Prompt — If a line of the records holds the word "lineWidth", copy it out.

Input data —
%%
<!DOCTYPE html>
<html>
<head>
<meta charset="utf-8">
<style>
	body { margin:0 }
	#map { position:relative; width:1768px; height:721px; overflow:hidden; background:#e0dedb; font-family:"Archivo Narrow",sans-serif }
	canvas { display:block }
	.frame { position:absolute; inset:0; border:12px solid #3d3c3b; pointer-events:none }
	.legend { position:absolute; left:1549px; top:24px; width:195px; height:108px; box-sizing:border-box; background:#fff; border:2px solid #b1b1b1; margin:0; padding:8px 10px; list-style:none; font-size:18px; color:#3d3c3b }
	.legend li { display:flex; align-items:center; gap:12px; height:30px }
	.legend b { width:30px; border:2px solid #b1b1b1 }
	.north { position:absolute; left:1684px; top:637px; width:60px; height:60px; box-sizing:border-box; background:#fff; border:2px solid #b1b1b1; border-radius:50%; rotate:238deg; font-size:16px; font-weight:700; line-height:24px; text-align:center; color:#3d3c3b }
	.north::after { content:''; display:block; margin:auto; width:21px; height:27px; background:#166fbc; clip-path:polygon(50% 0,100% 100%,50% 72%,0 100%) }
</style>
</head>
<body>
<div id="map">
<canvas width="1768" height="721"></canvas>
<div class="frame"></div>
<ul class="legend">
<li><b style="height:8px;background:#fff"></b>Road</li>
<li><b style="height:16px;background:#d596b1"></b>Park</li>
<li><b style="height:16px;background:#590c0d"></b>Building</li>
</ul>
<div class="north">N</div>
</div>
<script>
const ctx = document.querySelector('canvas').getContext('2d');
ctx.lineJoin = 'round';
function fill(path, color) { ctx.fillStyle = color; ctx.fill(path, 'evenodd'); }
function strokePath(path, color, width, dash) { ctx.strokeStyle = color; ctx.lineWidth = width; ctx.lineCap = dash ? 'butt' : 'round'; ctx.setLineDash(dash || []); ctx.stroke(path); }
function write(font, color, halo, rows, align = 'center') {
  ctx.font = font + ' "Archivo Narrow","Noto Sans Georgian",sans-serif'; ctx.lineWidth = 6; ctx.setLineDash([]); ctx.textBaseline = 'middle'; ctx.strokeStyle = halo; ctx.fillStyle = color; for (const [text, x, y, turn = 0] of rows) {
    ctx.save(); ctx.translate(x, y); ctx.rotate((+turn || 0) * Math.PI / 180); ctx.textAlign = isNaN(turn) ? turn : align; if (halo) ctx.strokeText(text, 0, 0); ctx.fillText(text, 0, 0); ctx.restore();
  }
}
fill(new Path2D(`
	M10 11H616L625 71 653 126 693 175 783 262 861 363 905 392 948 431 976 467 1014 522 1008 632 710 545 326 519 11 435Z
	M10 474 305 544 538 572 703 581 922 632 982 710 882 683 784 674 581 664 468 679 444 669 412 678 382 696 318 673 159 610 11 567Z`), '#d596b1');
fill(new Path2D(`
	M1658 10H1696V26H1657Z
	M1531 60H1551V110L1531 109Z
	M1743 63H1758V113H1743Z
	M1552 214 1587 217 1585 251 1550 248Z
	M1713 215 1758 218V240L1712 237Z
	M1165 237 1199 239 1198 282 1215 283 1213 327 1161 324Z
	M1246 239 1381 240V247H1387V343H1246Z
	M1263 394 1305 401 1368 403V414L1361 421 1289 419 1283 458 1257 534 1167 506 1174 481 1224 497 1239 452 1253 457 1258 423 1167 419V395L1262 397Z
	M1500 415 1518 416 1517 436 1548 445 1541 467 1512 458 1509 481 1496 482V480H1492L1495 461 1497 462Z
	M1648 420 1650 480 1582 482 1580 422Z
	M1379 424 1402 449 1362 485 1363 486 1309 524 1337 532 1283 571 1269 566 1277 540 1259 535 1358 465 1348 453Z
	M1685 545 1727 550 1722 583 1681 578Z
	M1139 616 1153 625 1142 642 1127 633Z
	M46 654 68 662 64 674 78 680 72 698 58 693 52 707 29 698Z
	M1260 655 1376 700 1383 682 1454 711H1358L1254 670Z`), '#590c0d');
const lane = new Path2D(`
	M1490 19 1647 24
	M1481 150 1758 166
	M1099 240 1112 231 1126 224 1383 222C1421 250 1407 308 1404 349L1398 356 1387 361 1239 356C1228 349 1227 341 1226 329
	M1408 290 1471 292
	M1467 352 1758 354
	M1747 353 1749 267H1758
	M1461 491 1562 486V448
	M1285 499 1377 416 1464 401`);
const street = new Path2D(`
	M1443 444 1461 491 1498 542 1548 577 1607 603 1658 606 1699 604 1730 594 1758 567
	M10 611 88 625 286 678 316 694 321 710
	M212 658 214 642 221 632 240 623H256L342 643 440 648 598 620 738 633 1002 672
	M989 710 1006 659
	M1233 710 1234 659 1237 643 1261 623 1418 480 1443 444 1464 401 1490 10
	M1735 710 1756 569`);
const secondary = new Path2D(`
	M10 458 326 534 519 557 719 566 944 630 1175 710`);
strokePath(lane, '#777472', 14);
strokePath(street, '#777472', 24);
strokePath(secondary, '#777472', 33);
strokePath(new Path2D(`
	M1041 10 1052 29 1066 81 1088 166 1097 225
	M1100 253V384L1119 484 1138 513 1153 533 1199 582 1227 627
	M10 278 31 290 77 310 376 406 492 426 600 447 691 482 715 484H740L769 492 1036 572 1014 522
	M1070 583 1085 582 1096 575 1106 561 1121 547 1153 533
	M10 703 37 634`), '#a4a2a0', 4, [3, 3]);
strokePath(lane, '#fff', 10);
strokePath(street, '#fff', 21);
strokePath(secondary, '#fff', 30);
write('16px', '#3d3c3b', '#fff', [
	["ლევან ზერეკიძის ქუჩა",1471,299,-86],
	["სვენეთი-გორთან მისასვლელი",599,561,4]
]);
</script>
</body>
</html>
%%
Result —
function strokePath(path, color, width, dash) { ctx.strokeStyle = color; ctx.lineWidth = width; ctx.lineCap = dash ? 'butt' : 'round'; ctx.setLineDash(dash || []); ctx.stroke(path); }
  ctx.font = font + ' "Archivo Narrow","Noto Sans Georgian",sans-serif'; ctx.lineWidth = 6; ctx.setLineDash([]); ctx.textBaseline = 'middle'; ctx.strokeStyle = halo; ctx.fillStyle = color; for (const [text, x, y, turn = 0] of rows) {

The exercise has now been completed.